Early in her career she was described as a 'Musical Novelty' or 'Musical Eccentrics'; a reviewer in 1885 wrote that she was "the best of female flautists" and "is the most modest instrumentalist we have ever encountered; in fact, the absence of self-assertion in her character has done nothing to assist her career." At a concert at The South London Palace, Lambeth, in 1887 she was described as "an accomplished flautist, and plays the piccolo like an angel. She gets a beautiful tone from the latter instrument, which is so much abused in our London orchestras. It is a genuine pleasure to hear this young lady execute difficult variations on either instrument without flaw or fault of any kind. She glides over most arduous passages with an ease and certainty that can only come of steady, patient, persevering practice. She was deservedly recalled twice after a performance that proved one of the pleasantest experiences of the evening."

A guest performance in the Berlin Reichshallen Theatre in 1885 was apparently regarded as one of the highlights of her career, "where her engagement was extended for 28 performances". She also appeared in Nice. An article in The Musical Herald and Tonic Sol-Fa Reporter by John Curwen in 1889 called her 'The Queen of Flute Players' and described how she always performed from memory. "Her performances, a music hall manager said, were appreciated by him because they helped to raise the music halls above the level of clever comic singers and acrobats. Miss Cardigan was so successful that her services were retained for upwards of fifty successive nights at the Royal Aquarium, and she has been heard in almost every large town in the Kingdom“.

She appeared at the opening of the Paragon Theatre of Varieties in 1885, the Bow and Bromley recitals, the Covent Garden Promenade Concerts, and at the opening of the Metropolitan Theatre in 1897. In 1891 she performed for the Prince of Wales. She later performed works composed by her husband and performed with him at the Theatre Royal, Richmond.

Her playing was remarkable for brilliancy of execution, and purity of tone. She was described as "Probably the most famous of all English lady flute players”. Rockstro wrote "The excellent and brilliant performer Miss Cora Cardigan ( Mrs. Louis Honig ), known as the 'Queen of Flute-Players' always plays on an ebonite flute.  The charming quality of the tone that this talented lady elicits from her instrument is too well known to need any panegyric in these pages." Another reviewer wrote "I have heard a lady flautist – Miss Cora Cardigan – on several occasions. I heard her play some most difficult pieces in excellent style, and I am still waiting to listen to a better performer“ (Musical Opinion and Music Trade Review 1889, Oct., S. 29).

She seems to have stopped performing about 1908. In some of her last performances she appeared with her pianist daughter Pauline and stepdaughter Marguerite Honig.

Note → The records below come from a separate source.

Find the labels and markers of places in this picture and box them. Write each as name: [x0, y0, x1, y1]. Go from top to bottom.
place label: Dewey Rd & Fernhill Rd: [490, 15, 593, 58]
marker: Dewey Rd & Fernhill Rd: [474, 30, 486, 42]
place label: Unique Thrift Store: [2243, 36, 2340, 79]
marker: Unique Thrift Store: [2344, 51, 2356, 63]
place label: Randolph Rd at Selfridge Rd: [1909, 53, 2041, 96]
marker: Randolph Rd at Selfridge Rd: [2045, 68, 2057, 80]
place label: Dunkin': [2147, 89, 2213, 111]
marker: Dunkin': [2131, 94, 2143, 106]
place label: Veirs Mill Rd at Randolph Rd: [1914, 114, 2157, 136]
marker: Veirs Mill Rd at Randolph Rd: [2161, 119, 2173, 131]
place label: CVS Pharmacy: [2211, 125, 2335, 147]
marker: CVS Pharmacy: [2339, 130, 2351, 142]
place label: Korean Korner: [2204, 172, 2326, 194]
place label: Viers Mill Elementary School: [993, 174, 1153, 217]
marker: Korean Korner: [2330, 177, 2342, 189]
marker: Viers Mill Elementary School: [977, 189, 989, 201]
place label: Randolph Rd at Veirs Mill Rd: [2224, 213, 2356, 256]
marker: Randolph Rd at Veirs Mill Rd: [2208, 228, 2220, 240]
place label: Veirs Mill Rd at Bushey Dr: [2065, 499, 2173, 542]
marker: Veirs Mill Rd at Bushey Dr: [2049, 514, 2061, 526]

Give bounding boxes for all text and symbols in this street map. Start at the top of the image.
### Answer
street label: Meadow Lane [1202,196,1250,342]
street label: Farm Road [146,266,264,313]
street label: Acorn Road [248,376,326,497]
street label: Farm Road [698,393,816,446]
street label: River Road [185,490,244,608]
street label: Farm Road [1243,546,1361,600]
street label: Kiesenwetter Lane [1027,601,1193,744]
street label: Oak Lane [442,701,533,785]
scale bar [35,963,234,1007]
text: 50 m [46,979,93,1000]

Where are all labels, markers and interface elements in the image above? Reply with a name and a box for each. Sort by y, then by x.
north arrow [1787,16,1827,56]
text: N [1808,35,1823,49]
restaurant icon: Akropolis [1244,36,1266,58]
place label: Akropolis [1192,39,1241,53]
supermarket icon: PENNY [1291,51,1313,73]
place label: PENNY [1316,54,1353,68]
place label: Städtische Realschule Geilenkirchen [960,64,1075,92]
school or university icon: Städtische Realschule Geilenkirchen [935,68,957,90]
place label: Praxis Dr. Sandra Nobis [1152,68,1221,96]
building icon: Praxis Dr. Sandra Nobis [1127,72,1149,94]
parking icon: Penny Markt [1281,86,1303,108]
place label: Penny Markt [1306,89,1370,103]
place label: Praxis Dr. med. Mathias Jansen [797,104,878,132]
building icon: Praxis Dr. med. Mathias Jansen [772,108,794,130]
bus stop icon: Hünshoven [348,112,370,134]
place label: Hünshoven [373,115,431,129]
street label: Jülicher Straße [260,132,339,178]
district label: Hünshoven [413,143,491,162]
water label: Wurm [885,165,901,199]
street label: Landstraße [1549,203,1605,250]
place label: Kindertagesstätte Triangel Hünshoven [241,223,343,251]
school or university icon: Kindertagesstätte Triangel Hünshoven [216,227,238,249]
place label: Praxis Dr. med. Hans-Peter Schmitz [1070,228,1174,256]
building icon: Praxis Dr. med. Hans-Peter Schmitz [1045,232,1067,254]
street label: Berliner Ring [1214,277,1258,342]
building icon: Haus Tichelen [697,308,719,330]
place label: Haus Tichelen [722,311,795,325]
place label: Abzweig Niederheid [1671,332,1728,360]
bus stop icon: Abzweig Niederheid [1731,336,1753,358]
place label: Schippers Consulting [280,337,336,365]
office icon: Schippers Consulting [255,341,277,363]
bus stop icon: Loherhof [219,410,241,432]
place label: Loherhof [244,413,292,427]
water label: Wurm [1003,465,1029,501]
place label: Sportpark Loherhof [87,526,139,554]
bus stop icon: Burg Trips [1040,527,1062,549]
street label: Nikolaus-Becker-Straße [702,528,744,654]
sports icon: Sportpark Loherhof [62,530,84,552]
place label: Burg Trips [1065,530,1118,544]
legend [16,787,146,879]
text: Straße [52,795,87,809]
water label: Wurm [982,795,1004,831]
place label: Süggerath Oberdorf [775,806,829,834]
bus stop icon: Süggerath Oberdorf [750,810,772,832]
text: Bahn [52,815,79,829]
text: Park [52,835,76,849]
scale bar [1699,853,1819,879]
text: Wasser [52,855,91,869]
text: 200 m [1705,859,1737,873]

Pauline went on to tour with Madame Levante's Orchestra of Ladies.

==Personal life==
She married the composer and pianist Louis Honig (1849–1906) at St John the Divine, Richmond on 14 January 1889. Their daughters born in Richmond were Pauline (1889-1982) and Lucy (1891–1892).

In 1914 she was living at Lancaster Road, Kensington. She died 17 March 1931 at Rochford, Essex, which is where her daughter, Pauline Lethbridge and grand-daughter Juanita (1917-1996), were living.